R
RunPod•2mo ago
Bryan

Output guidance with vLLM Host on RunPod

Greetings! I've been using vLLM on my homelab servers for a while and I'm looking to add the ability to scale my application using RunPod. On my locally hosted vLLM instances, I use output guidance via the "outlines" guided decoder to constrain LLM output to specified Json Schemas or Regex. One question I haven't been able to find an answer to: Does RunPod support this functionality with serverless vLLM hosting in the OpenAI API? (I assume it supports it with pods if you set up your own instance of vLLM) It's looking like the answer is no, but I'm hopeful the answer is "yes" as I'd really like to take advantage of the benefits of serverless hosting AND guided output. Appreciate any help or insight you can provide. Thanks in advance, cheers.
13 Replies
Madiator2011
Madiator2011•2mo ago
Not sure if I got question right but vLLM woekr exposes OpenAI API
Madiator2011
Madiator2011•2mo ago
I'm sorry not using vLLM myself too much but have you tried to look at worker docs on github? https://github.com/runpod-workers/worker-vllm
GitHub
GitHub - runpod-workers/worker-vllm: The RunPod worker template for...
The RunPod worker template for serving our large language model endpoints. Powered by vLLM. - runpod-workers/worker-vllm
Bryan
Bryan•2mo ago
Hey thanks for responding. So, on a self-hosted vLLM instance you can add a "guided_json" or "guided_regex" parameter to the payload which constrains the output of the LLM to only generate tokens that match within the contraints. This allows you to consistently 100% of the time get valid JSON in the exact format you request from even small models.
I did check the documentation and have not seen that this parameter is supported on the RunPod version of vLLM (as far as I can tell, I may have missed it.)
Bryan
Bryan•2mo ago
GitHub
GitHub - noamgat/lm-format-enforcer: Enforce the output format (JSO...

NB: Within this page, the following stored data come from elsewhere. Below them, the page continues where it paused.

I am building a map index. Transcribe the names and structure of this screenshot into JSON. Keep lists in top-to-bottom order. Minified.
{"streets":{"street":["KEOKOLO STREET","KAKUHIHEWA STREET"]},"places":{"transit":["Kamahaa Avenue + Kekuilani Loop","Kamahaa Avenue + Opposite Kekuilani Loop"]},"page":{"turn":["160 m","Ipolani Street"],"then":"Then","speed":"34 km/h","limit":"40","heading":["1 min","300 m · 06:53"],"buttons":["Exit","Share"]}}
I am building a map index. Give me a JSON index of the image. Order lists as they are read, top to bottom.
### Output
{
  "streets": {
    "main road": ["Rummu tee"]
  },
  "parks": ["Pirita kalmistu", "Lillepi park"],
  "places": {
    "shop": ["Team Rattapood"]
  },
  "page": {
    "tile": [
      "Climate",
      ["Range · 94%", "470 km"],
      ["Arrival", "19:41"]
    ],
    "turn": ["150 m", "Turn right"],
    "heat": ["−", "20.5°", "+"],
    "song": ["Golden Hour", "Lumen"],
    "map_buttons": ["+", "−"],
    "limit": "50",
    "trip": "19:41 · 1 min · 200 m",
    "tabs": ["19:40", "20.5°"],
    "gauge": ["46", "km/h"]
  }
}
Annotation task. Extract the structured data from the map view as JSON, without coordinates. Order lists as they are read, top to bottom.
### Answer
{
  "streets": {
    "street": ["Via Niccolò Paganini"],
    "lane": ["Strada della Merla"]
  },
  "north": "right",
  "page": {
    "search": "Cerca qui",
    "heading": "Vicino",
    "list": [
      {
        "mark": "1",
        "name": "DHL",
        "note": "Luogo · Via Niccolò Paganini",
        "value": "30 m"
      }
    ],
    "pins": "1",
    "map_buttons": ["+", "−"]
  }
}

Enforce the output format (JSON Schema, Regex etc) of a language model - noamgat/lm-format-enforcer
Bryan
Bryan•2mo ago
This is another decoder which is also packaged by default within vLLM
Madiator2011
Madiator2011•2mo ago
Hmm cant find any info about that but you can always sumbit issue on github page of worker
Bryan
Bryan•2mo ago
Ah yeah that's a good idea, I can do that as well. In the meantime, here's the documentation on the vLLM docs about this feature (it's in the "extra" parameters): https://docs.vllm.ai/en/latest/serving/openai_compatible_server.html#extra-parameters-for-chat-api Side note, if you're not using this feature, highly encourage that you check it out. Very useful for better LLM output.
Madiator2011
Madiator2011•2mo ago
you could try send request like in examples
Bryan
Bryan•2mo ago
This is on a whole other level from that-- 7B models tend to screw up output schema even if you provide it with a bunch of examples. Using this method makes it nearly impossible for even small LLMs to output invalid JSON.
nerdylive
nerdylive•2mo ago
Wow didn't know that exists it's cool Have you tried deploying on vllm worker and use that json output thing
Bryan
Bryan•2mo ago
Yeah it's super useful honestly, it can be a bit buggy with Regex/Schema incompatibilities though. Some features of Regex are not fully supported and will crash vLLM, so you have to experiment and find things that work.. But when they work, it works very well.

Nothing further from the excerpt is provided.